Document Intelligence Client
This Python package offers a robust client for seamless interaction with the Document Intelligence API. It enables you to efficiently retrieve, manage, and process document data within your workspace.
Installation
To install the package directly from GitHub using pip
, run the following command:
pip install sema4ai-di-client
Usage
After installing the package, you can import it and start using the DocumentIntelligenceClient
class.
Importing the Package
from sema4ai.di_client import DocumentIntelligenceClient
Getting a Document Work Item
To retrieve a document work item, make sure you've set the required environment variables before initializing the client.
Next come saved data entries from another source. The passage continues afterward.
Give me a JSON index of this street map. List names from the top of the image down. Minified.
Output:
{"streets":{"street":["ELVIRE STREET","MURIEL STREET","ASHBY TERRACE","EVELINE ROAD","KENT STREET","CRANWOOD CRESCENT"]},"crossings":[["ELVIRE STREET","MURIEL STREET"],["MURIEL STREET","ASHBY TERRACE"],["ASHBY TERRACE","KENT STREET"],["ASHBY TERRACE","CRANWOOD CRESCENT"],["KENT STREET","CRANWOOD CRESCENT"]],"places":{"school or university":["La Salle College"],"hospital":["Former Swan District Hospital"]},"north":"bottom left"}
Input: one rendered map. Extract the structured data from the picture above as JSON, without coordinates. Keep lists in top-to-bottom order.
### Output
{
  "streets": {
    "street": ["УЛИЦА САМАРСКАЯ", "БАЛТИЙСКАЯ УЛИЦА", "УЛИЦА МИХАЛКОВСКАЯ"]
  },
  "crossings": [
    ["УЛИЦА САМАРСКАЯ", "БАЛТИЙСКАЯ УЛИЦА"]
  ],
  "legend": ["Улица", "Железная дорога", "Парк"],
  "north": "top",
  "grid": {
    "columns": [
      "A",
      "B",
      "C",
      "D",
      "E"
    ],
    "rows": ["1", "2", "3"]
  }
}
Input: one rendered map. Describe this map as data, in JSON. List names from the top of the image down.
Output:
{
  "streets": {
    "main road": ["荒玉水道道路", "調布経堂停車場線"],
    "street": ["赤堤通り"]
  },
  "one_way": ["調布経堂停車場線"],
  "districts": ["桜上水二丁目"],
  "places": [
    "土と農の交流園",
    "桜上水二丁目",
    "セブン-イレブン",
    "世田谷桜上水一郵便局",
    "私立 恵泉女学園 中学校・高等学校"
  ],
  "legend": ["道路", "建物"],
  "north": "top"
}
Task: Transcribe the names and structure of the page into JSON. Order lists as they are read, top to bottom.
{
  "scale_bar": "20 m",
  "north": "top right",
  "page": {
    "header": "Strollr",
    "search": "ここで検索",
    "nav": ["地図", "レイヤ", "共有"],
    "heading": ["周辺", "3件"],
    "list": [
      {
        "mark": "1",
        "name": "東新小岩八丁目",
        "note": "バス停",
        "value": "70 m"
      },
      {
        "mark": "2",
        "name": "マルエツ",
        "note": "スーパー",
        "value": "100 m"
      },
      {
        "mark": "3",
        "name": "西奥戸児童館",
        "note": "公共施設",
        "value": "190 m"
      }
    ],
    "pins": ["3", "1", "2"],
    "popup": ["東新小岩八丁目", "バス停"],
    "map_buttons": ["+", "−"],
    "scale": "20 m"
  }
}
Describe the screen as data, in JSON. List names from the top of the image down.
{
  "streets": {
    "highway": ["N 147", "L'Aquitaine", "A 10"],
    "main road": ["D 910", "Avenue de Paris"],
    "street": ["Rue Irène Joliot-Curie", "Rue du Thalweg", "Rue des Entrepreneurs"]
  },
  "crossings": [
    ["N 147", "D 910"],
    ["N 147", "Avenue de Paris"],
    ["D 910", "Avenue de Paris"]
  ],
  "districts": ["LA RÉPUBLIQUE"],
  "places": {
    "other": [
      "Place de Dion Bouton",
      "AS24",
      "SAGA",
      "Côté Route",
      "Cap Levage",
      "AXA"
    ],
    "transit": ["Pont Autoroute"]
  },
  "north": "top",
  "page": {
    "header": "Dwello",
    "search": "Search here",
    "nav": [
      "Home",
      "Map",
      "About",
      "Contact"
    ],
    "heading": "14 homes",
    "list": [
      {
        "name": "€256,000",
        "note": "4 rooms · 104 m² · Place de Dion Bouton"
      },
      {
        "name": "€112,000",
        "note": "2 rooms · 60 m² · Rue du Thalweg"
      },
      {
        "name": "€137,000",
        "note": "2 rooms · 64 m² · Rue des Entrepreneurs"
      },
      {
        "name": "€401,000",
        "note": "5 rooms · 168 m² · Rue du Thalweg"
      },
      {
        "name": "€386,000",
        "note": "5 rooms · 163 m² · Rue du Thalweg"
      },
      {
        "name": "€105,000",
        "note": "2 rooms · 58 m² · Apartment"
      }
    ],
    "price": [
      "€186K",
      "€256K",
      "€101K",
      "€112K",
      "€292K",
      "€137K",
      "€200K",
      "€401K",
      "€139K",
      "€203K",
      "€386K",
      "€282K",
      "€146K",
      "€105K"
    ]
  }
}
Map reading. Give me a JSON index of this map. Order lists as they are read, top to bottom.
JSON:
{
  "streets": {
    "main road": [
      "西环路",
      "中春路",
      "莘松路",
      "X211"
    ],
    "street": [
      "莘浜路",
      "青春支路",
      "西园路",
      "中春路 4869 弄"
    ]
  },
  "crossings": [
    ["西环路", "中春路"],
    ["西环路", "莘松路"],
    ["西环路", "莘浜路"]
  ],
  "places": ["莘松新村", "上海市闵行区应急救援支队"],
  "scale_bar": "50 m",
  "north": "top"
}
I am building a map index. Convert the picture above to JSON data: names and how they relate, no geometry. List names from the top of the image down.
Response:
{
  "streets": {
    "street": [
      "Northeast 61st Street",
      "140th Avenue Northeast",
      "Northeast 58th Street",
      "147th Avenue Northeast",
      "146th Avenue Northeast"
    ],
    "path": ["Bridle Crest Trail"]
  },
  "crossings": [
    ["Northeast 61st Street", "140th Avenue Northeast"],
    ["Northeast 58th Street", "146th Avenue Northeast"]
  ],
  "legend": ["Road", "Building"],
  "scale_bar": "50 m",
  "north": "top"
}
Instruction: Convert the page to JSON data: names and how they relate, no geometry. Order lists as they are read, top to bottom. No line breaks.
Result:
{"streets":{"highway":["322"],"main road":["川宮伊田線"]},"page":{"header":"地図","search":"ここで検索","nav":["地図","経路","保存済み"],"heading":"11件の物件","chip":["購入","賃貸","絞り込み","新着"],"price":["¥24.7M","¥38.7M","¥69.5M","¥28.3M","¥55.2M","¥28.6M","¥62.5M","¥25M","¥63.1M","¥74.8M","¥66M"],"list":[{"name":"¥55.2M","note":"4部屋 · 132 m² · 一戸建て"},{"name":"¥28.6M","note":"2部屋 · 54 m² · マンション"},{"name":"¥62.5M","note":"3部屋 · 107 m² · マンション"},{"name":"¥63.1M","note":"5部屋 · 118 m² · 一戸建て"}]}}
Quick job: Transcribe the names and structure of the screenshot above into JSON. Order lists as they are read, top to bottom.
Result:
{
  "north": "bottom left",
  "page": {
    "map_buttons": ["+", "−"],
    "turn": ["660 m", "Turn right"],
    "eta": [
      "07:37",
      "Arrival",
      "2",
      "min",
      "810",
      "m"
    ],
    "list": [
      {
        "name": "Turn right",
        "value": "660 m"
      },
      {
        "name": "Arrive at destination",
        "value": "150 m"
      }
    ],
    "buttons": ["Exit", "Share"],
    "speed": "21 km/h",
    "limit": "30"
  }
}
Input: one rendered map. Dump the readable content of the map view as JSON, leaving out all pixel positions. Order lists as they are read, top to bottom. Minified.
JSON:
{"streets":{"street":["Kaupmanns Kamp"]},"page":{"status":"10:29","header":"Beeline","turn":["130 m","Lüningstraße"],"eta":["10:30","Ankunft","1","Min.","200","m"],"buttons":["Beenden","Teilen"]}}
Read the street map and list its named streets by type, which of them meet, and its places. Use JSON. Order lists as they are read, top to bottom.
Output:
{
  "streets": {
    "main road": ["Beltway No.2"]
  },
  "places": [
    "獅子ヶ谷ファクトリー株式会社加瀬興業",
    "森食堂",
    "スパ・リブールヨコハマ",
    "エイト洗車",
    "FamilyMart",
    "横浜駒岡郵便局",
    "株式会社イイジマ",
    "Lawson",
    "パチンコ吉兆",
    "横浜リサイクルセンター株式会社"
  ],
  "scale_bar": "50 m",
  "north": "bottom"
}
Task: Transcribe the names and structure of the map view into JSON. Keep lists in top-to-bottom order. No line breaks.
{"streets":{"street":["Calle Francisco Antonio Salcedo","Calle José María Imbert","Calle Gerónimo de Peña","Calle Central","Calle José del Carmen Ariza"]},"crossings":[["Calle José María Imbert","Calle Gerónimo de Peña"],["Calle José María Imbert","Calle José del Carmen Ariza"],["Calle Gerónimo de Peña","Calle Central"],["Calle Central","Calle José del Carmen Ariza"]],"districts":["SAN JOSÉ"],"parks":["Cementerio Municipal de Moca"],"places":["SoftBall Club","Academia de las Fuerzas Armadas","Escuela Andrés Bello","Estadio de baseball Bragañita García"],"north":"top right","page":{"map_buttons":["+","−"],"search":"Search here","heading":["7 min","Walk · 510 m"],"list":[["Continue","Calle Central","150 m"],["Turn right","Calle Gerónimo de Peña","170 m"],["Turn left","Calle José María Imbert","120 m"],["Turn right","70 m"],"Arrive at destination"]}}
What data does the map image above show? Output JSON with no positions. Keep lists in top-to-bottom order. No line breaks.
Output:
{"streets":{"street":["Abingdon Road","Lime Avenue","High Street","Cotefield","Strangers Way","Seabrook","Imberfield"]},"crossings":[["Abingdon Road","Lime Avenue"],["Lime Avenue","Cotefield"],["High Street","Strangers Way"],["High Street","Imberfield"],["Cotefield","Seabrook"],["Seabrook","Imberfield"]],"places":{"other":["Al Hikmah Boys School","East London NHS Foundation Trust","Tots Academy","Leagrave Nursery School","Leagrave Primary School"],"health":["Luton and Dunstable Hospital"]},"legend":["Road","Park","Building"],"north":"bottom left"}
Specifically, ensure that DOCUMENT_INTELLIGENCE_SERVICE_URL
and AGENTS_EVENTS_SERVICE_URL
is set.
When running in Sema4.ai Control Room these are all handled by the platform.
- Environment Variables: Make sure the required environment variables (
DOCUMENT_INTELLIGENCE_SERVICE_URL
, AGENTS_EVENTS_SERVICE_URL
) are set in your environment before running the code.
- Workspace ID: If you are developing on local, then make sure to set workspace_id in
DocumentIntelligenceClient(workspace_id='<your_workspace_id>')
, which is optional and deduced on non-local environments from the URL passed.
- Initialize the Client: The client will automatically read the environment variables and initialize the connection.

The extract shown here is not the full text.